86 S.E. 678 | S.C. | 1915
October 21, 1915. The opinion of the Court was delivered by The appeal is by three insurance companies from an order of nonsuit, as to two, and from a judgment entered on a jury's verdict as to one.
The Farmers Mercantile Company had a storehouse at Olar, a station on the defendant's road.
The goods therein were alleged to be worth $6,500, or more; they were alleged to be insured against loss by fire in the three plaintiff insurance companies for an aggregate sum of $4,000; they were alleged to have been totally destroyed by a fire set out by the defendant's locomotive engine.
The insurance companies paid the total loss of $4,000, which they had underwritten to the Farmers Company, but its loss was yet unsatisfied by $2,500.
The policies of insurance contained the customary clauses by which the companies became upon payment of the policies subrogated to the rights of the insured against the wrongdoer.
The Farmers Company sued for the entire loss $6,500, and the insurance companies were joined as plaintiffs by reason of their having paid $4,000 of the entire loss, for which they were secondarily liable. And such joinder was conceded proper.
The AEtna and the Girard companies were nonsuited; the Continental got no mention by name in the verdict; the verdict was "for the Farmers Mercantile Company the sum of $2,500."
Soon after the verdict was rendered the defendant paid the full recovery of $2,500 to the Farmers Company, and the judgment was marked satisfied.
So that the apparent outcome of the action is the settlement by the defendant of a proven $6,500 liability for $2,500.

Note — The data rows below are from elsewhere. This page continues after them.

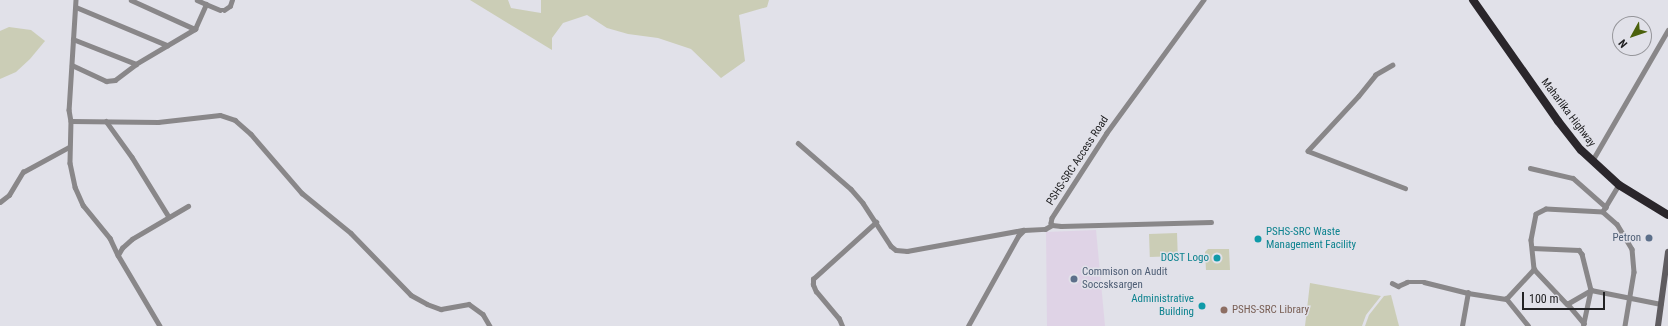 <!DOCTYPE html>
<style>
body{margin:0}
#map{position:relative;width:1668px;height:326px;overflow:hidden;background:#e1e1e9;font-family:"Roboto Condensed",sans-serif}
div>[style]{position:absolute}
.commercial>*{inset:0;background:#dfd3e6}
.green>*{inset:0;background:#cbcdb6;transform-origin:0 0}
.street>*{height:4.5px;margin:-2.25px;padding:0 2.25px;transform-origin:2.25px;border-radius:2.25px;background:#898789}
.secondary>*{height:6px;margin:-3px;padding:0 3px;transform-origin:3px;border-radius:3px;background:#5f5c60}
.highway>*{height:8px;margin:-4px;padding:0 4px;transform-origin:4px;border-radius:4px;background:#2a262b}
.dots>*{width:11px;height:11px;translate:-50% -50%;box-sizing:border-box;border:2px solid #e1e1e9;border-radius:50%}
span{translate:-50% -50%;white-space:nowrap;text-align:center;line-height:1.15;-webkit-text-stroke:3px #e1e1e9;paint-order:stroke}
.street-label{font-size:11px;color:#222224}
.culture-label{font-size:11px;color:#0d838f}
.left{translate:0 -50%;text-align:left}
.right{translate:-100% -50%;text-align:right}
.service-label{font-size:11px;color:#4e5e75}
.education-label{font-size:11px;color:#785e54}
.north{position:absolute;left:1612px;top:16px;width:40px;height:40px;box-sizing:border-box;background:#e1e1e9;border:1px solid #95959a;border-radius:50%;rotate:230deg;font-size:11px;font-weight:700;line-height:16px;text-align:center;color:#222224}
.north::after{content:'';display:block;margin:auto;width:14px;height:18px;background:#4b610c;clip-path:polygon(50% 0,100% 100%,50% 72%,0 100%)}
.scale{position:absolute;left:1522px;top:292px;width:83px;height:18px;box-sizing:border-box;border:2px solid #222224;border-top:0;padding-left:5px;font-size:12px;line-height:14px;white-space:nowrap;color:#222224;-webkit-text-stroke:3px #e1e1e9;paint-order:stroke}
</style>
<div id="map">
<div class="commercial">
<div style="clip-path:polygon(1096px 230px,1105px 326px,1047px 326px,1046px 232px)"></div>
</div>
<div class="green">
<div style="clip-path:polygon(470px 0,508px 0,511px 8px,541px 13px,541px 0,769px 0,767px 7px,739px 15px,745px 61px,721px 78px,691px 49px,658px 38px,628px 34px,607px 28px,587px 15px,563px 23px,552px 38px,552px 50px)"></div>
<div style="clip-path:polygon(9px 27px,31px 30px,45px 41px,30px 59px,16px 72px,0 79px,0 31px)"></div>
<div style="left:1177px;top:233px;width:23px;height:28px;rotate:88deg"></div>
<div style="clip-path:polygon(1208px 249px,1229px 249px,1230px 270px,1206px 270px,1205px 252px)"></div>
<div style="clip-path:polygon(1310px 283px,1381px 296px,1366px 315px,1362px 326px,1305px 326px)"></div>
<div style="clip-path:polygon(1391px 295px,1399px 326px,1365px 326px,1369px 315px,1384px 296px)"></div>
</div>
<div class="street">
<div style="left:76px;top:0;width:110px;rotate:93.6deg"></div>
<div style="left:69px;top:110px;width:11px;rotate:80deg"></div>
<div style="left:71px;top:121px;width:42px;rotate:91.4deg"></div>
<div style="left:70px;top:163px;width:25px;rotate:78deg"></div>
<div style="left:75px;top:187px;width:20px;rotate:66deg"></div>
<div style="left:83px;top:205px;width:43px;rotate:50.7deg"></div>
<div style="left:110px;top:238px;width:19px;rotate:65deg"></div>
<div style="left:118px;top:255px;width:82px;rotate:59.4deg"></div>
<div style="left:131px;top:0;width:70px;rotate:24.4deg"></div>
<div style="left:197px;top:0;width:10px;rotate:24deg"></div>
<div style="left:1204px;top:0;width:165px;rotate:126.1deg"></div>
<div style="left:1107px;top:133px;width:101px;rotate:122.9deg"></div>
<div style="left:1052px;top:218px;width:5px;rotate:101deg"></div>
<div style="left:1051px;top:223px;width:2px;rotate:63deg"></div>
<div style="left:1052px;top:225px;width:9px;rotate:6deg"></div>
<div style="left:1061px;top:226px;width:150px;rotate:-1.5deg"></div>
<div style="left:76px;top:7px;width:99px;rotate:22.7deg"></div>
<div style="left:73px;top:39px;width:68px;rotate:21.6deg"></div>
<div style="left:72px;top:65px;width:38px;rotate:25deg"></div>
<div style="left:106px;top:81px;width:9px;rotate:-6deg"></div>
<div style="left:115px;top:80px;width:26px;rotate:-37deg"></div>
<div style="left:136px;top:64px;width:69px;rotate:-30.7deg"></div>
<div style="left:195px;top:29px;width:27px;rotate:-66deg"></div>
<div style="left:206px;top:4px;width:15px;rotate:23deg"></div>
<div style="left:220px;top:10px;width:4px"></div>
<div style="left:224px;top:10px;width:7px;rotate:-34deg"></div>
<div style="left:230px;top:6px;width:6px;rotate:-72deg"></div>
<div style="left:1393px;top:65px;width:20px;rotate:150deg"></div>
<div style="left:1376px;top:75px;width:27px;rotate:129deg"></div>
<div style="left:1359px;top:96px;width:75px;rotate:132.8deg"></div>
<div style="left:1308px;top:151px;width:104px;rotate:20.9deg"></div>
<div style="left:71px;top:121px;width:87px;rotate:0.7deg"></div>
<div style="left:158px;top:122px;width:62px;rotate:-6.4deg"></div>
<div style="left:220px;top:115px;width:16px;rotate:18deg"></div>
<div style="left:235px;top:120px;width:21px;rotate:41deg"></div>
<div style="left:251px;top:134px;width:78px;rotate:49.2deg"></div>
<div style="left:302px;top:193px;width:63px;rotate:39.2deg"></div>
<div style="left:351px;top:233px;width:86px;rotate:45.9deg"></div>
<div style="left:411px;top:295px;width:18px;rotate:29deg"></div>
<div style="left:427px;top:304px;width:15px;rotate:20deg"></div>
<div style="left:441px;top:309px;width:28px;rotate:-10deg"></div>
<div style="left:469px;top:304px;width:17px;rotate:36deg"></div>
<div style="left:483px;top:314px;width:14px;rotate:60deg"></div>
<div style="left:106px;top:121px;width:44px;rotate:54.2deg"></div>
<div style="left:132px;top:157px;width:70px;rotate:58.3deg"></div>
<div style="left:798px;top:143px;width:70px;rotate:41deg"></div>
<div style="left:851px;top:189px;width:18px;rotate:49deg"></div>
<div style="left:863px;top:203px;width:51px;rotate:56.9deg"></div>
<div style="left:891px;top:246px;width:6px;rotate:39deg"></div>
<div style="left:896px;top:250px;width:11px;rotate:5deg"></div>
<div style="left:907px;top:251px;width:118px;rotate:-10.3deg"></div>
<div style="left:1592px;top:161px;width:151px;rotate:-59.9deg"></div>
<div style="left:1530px;top:168px;width:44px;rotate:13.1deg"></div>
<div style="left:1573px;top:178px;width:44px;rotate:41.3deg"></div>
<div style="left:1619px;top:185px;width:31px;rotate:121deg"></div>
<div style="left:1603px;top:212px;width:57px;rotate:-177deg"></div>
<div style="left:1546px;top:209px;width:11px;rotate:153deg"></div>
<div style="left:1536px;top:214px;width:26px;rotate:101deg"></div>
<div style="left:1531px;top:240px;width:29px;rotate:84deg"></div>
<div style="left:1534px;top:269px;width:48px;rotate:46.7deg"></div>
<div style="left:1567px;top:304px;width:28px;rotate:-30deg"></div>
<div style="left:1591px;top:290px;width:71px;rotate:11.3deg"></div>
<div style="left:0;top:202px;width:11px;rotate:-38deg"></div>
<div style="left:9px;top:195px;width:27px;rotate:-59deg"></div>
<div style="left:23px;top:172px;width:52px;rotate:-28.5deg"></div>
<div style="left:1603px;top:212px;width:18px;rotate:41deg"></div>
<div style="left:1617px;top:224px;width:29px;rotate:59deg"></div>
<div style="left:1632px;top:249px;width:23px;rotate:85deg"></div>
<div style="left:1634px;top:272px;width:55px;rotate:99.5deg"></div>
<div style="left:1532px;top:248px;width:47px;rotate:2.4deg"></div>
<div style="left:1579px;top:250px;width:5px;rotate:53deg"></div>
<div style="left:1582px;top:254px;width:37px;rotate:76deg"></div>
<div style="left:1591px;top:290px;width:35px;rotate:102deg"></div>
<div style="left:1584px;top:324px;width:26px;rotate:-130deg"></div>
<div style="left:118px;top:255px;width:8px;rotate:-60deg"></div>
<div style="left:122px;top:248px;width:13px;rotate:-42deg"></div>
<div style="left:132px;top:239px;width:65px;rotate:-30.5deg"></div>
<div style="left:1392px;top:283px;width:7px;rotate:27deg"></div>
<div style="left:1398px;top:286px;width:10px;rotate:-24deg"></div>
<div style="left:1407px;top:282px;width:17px"></div>
<div style="left:1424px;top:282px;width:45px;rotate:14deg"></div>
<div style="left:1468px;top:293px;width:38px;rotate:9deg"></div>
<div style="left:842px;top:326px;width:8px;rotate:-113deg"></div>
<div style="left:839px;top:319px;width:35px;rotate:-130deg"></div>
<div style="left:816px;top:292px;width:8px;rotate:-113deg"></div>
<div style="left:813px;top:285px;width:6px;rotate:-90deg"></div>
<div style="left:813px;top:279px;width:85px;rotate:-42.1deg"></div>
<div style="left:968px;top:326px;width:103px;rotate:-60.9deg"></div>
<div style="left:1018px;top:236px;width:8px;rotate:-45deg"></div>
<div style="left:1024px;top:230px;width:21px;rotate:-3deg"></div>
<div style="left:1045px;top:229px;width:8px;rotate:-30deg"></div>
<div style="left:1462px;top:326px;width:34px;rotate:-80deg"></div>
<div style="left:1528px;top:326px;width:35px;rotate:-129deg"></div>
<div style="left:1506px;top:299px;width:41px;rotate:-47deg"></div>
</div>
<div class="secondary">
<div style="left:1658px;top:326px;width:75px;rotate:-82.3deg"></div>
</div>
<div class="highway">
<div style="left:1473px;top:0;width:148px;rotate:54.9deg"></div>
<div style="left:1558px;top:121px;width:37px;rotate:52deg"></div>
<div style="left:1581px;top:150px;width:52px;rotate:42.6deg"></div>
<div style="left:1619px;top:185px;width:57px;rotate:31.5deg"></div>
</div>
<div class="dots">
<div style="left:1649px;top:238px;background:#5c6f8a"></div>
<div style="left:1258px;top:239px;background:#0f9aa8"></div>
<div style="left:1217px;top:258px;background:#0f9aa8"></div>
<div style="left:1074px;top:279px;background:#5c6f8a"></div>
<div style="left:1202px;top:306px;background:#0f9aa8"></div>
<div style="left:1224px;top:310px;background:#8d6e63"></div>
</div>
<div class="street-label">
<span style="left:1568px;top:113px;rotate:53deg">Maharlika Highway</span>
<span style="left:1078px;top:161px;rotate:-57deg">PSHS-SRC Access Road</span>
</div>
<div class="culture-label">
<span class="left" style="left:1266px;top:239px">PSHS-SRC Waste<br>Management Facility</span>
<span class="right" style="left:1209px;top:258px">DOST Logo</span>
<span class="right" style="left:1194px;top:306px">Administrative<br>Building</span>
</div>
<div class="service-label">
<span class="right" style="left:1641px;top:238px">Petron</span>
<span class="left" style="left:1082px;top:279px">Commison on Audit<br>Soccsksargen</span>
</div>
<div class="education-label">
<span class="left" style="left:1232px;top:310px">PSHS-SRC Library</span>
</div>
<div class="north">N</div>
<div class="scale">100 m</div>
</div>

It was frankly admitted at the bar by counsel for the respondent that the recovery of $2,500 was only for the surplus loss over the amount of insurance. *352
And the same counsel did not deny that the AEtna and the Girard companies may yet sue for subrogation, but not the Continental.
A result like that reached by the Court and jury ought not to be sustained except of necessity. Nor ought the insurance companies be put to another action, if they had a right to sue in this action, and that right was also frankly conceded.
Had all the allegations of the complaint been proven, by the testimony, which was excluded and by that which was admitted, the verdict should have been: For the AEtna, $2,000; for the Girard, $1,000; for the Continental, $1,000; for the Farmers Company, $2,500; total $6,500.
But the AEtna and the Girard were nonsuited, the Continental was ignored in the verdict, while the Farmers Company got the surplus it was entitled to have.
The Farmers Company is now out of the case by the defendant's action and the insurance companies are the sole complainants.
The verdict of the jury fixed the wrongful burning; and the testimony established, without contest, the amount of the loss to be more than $6,500.
The only practical issue was, to whom should the recovery go?
The exceptions are exceptionable for multiplicity; they need not to be and will not be considered as they are written. They make a few issues, to wit: (1) Were the AEtna and Girard Insurance companies entitled to prove the payment by them of the loss under their policies without proof, of the policies; and when the policies were offered in reply, ought they then to have been then admitted in evidence? (2) Was the Continental Insurance Company entitled to recover as a matter of law? (3) Was the defendant entitled to have its liability to the Farmers Company reduced by that which the insurance companies had aforetime paid to it? All these *353 issues the Court decided against the insurance companies.
On all of them, there must be a new trial.
The action was primarily one by the Farmers Company against the defendant for the destruction of its property. It made no difference to the defendant whether the Farmers Company had insurance or not.
If the defendant wrongfully burned the Farmers Company's property worth $6,500, the complaint so alleged, and the jury so found, then it was liable therefor, whether the Farmers Company had insurance or not. The Farmers Company, it is true, might not recover the same loss from two obligees.
The obligation of the defendant to the Farmers Company was primary.
The obligation of the insurance companies to the Farmers Company was secondary.
The defendant, therefore, was not interested in whether the insurance companies were obliged to pay or not; that circumstance could not decrease or affect its liability to the Farmers Company. The policies were, therefore, not necessary to be proven.
When, however, they were offered in evidence, on the defendant's demand, though late in reply and unnecessary, they ought, in the interest of justice, to have been allowed. No undue advantage could thereby have been taken of the defendant; it came into Court to meet that case, for it demanded the proof of the policies because their execution had been alleged.
The Continental Insurance Company did, in fact, prove its policy, and as testimony confessedly established that the property destroyed exceeded the sum found by the jury, and was sufficient to compensate the Continental for the $1,000 it had paid out, the jury ought to have found for the Continental. *354
The last issue is akin to the first. The liability of the insurance companies to the Farmers Company was secondary. The fact that the insurance companies had paid the loss was no reason why that payment should reduce the liability of the defendant, who was liable to the Farmers Company in any event.
We are, therefore, of the opinion that the exceptions which raise the above stated issues must be sustained. It is so ordered; and the case is remanded to the Circuit Court to try what, if anything, may be due to the three insurance companies by the defendant under the transactions alleged in the complaint.